What is being asked: Reproduce the listing below in its entirety. Change nothing.

(Extracted records Opens)

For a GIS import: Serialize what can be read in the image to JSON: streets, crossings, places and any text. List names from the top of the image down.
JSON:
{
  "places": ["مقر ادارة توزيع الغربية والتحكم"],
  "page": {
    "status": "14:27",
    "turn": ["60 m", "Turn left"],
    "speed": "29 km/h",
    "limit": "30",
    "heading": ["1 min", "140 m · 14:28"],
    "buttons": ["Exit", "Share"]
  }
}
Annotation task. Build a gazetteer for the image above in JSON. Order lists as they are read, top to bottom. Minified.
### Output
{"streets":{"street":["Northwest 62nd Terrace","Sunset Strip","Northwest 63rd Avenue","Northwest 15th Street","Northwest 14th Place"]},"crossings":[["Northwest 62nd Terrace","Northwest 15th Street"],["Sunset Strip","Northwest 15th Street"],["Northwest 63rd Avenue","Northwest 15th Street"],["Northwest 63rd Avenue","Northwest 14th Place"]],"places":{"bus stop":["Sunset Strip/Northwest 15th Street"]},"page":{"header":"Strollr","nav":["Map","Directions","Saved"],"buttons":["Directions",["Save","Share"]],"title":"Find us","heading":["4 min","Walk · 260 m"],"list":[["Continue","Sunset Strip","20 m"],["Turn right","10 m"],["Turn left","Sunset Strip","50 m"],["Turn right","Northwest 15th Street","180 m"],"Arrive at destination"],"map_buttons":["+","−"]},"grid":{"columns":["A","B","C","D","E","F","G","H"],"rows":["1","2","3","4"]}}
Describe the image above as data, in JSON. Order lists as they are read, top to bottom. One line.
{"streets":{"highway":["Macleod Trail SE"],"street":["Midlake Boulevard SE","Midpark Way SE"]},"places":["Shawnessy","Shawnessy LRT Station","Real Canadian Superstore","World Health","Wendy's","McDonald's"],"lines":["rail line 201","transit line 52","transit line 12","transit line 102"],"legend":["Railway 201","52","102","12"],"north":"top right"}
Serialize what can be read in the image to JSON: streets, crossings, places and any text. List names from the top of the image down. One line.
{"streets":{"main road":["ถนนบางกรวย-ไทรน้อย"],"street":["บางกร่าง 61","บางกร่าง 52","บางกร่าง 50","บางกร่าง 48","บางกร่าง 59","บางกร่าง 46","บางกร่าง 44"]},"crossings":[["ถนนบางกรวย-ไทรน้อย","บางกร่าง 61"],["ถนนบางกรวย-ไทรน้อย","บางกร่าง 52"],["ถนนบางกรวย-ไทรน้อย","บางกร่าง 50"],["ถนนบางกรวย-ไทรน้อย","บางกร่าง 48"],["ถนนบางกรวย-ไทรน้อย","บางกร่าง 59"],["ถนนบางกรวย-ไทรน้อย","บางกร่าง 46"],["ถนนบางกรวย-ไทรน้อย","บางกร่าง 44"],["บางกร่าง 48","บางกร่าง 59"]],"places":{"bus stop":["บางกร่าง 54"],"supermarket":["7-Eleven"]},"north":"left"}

(Extracted records Closes)

Answer to the exercise:
For a GIS import: Serialize what can be read in the image to JSON: streets, crossings, places and any text. List names from the top of the image down.
JSON:
{
  "places": ["مقر ادارة توزيع الغربية والتحكم"],
  "page": {
    "status": "14:27",
    "turn": ["60 m", "Turn left"],
    "speed": "29 km/h",
    "limit": "30",
    "heading": ["1 min", "140 m · 14:28"],
    "buttons": ["Exit", "Share"]
  }
}
Annotation task. Build a gazetteer for the image above in JSON. Order lists as they are read, top to bottom. Minified.
### Output
{"streets":{"street":["Northwest 62nd Terrace","Sunset Strip","Northwest 63rd Avenue","Northwest 15th Street","Northwest 14th Place"]},"crossings":[["Northwest 62nd Terrace","Northwest 15th Street"],["Sunset Strip","Northwest 15th Street"],["Northwest 63rd Avenue","Northwest 15th Street"],["Northwest 63rd Avenue","Northwest 14th Place"]],"places":{"bus stop":["Sunset Strip/Northwest 15th Street"]},"page":{"header":"Strollr","nav":["Map","Directions","Saved"],"buttons":["Directions",["Save","Share"]],"title":"Find us","heading":["4 min","Walk · 260 m"],"list":[["Continue","Sunset Strip","20 m"],["Turn right","10 m"],["Turn left","Sunset Strip","50 m"],["Turn right","Northwest 15th Street","180 m"],"Arrive at destination"],"map_buttons":["+","−"]},"grid":{"columns":["A","B","C","D","E","F","G","H"],"rows":["1","2","3","4"]}}
Describe the image above as data, in JSON. Order lists as they are read, top to bottom. One line.
{"streets":{"highway":["Macleod Trail SE"],"street":["Midlake Boulevard SE","Midpark Way SE"]},"places":["Shawnessy","Shawnessy LRT Station","Real Canadian Superstore","World Health","Wendy's","McDonald's"],"lines":["rail line 201","transit line 52","transit line 12","transit line 102"],"legend":["Railway 201","52","102","12"],"north":"top right"}
Serialize what can be read in the image to JSON: streets, crossings, places and any text. List names from the top of the image down. One line.
{"streets":{"main road":["ถนนบางกรวย-ไทรน้อย"],"street":["บางกร่าง 61","บางกร่าง 52","บางกร่าง 50","บางกร่าง 48","บางกร่าง 59","บางกร่าง 46","บางกร่าง 44"]},"crossings":[["ถนนบางกรวย-ไทรน้อย","บางกร่าง 61"],["ถนนบางกรวย-ไทรน้อย","บางกร่าง 52"],["ถนนบางกรวย-ไทรน้อย","บางกร่าง 50"],["ถนนบางกรวย-ไทรน้อย","บางกร่าง 48"],["ถนนบางกรวย-ไทรน้อย","บางกร่าง 59"],["ถนนบางกรวย-ไทรน้อย","บางกร่าง 46"],["ถนนบางกรวย-ไทรน้อย","บางกร่าง 44"],["บางกร่าง 48","บางกร่าง 59"]],"places":{"bus stop":["บางกร่าง 54"],"supermarket":["7-Eleven"]},"north":"left"}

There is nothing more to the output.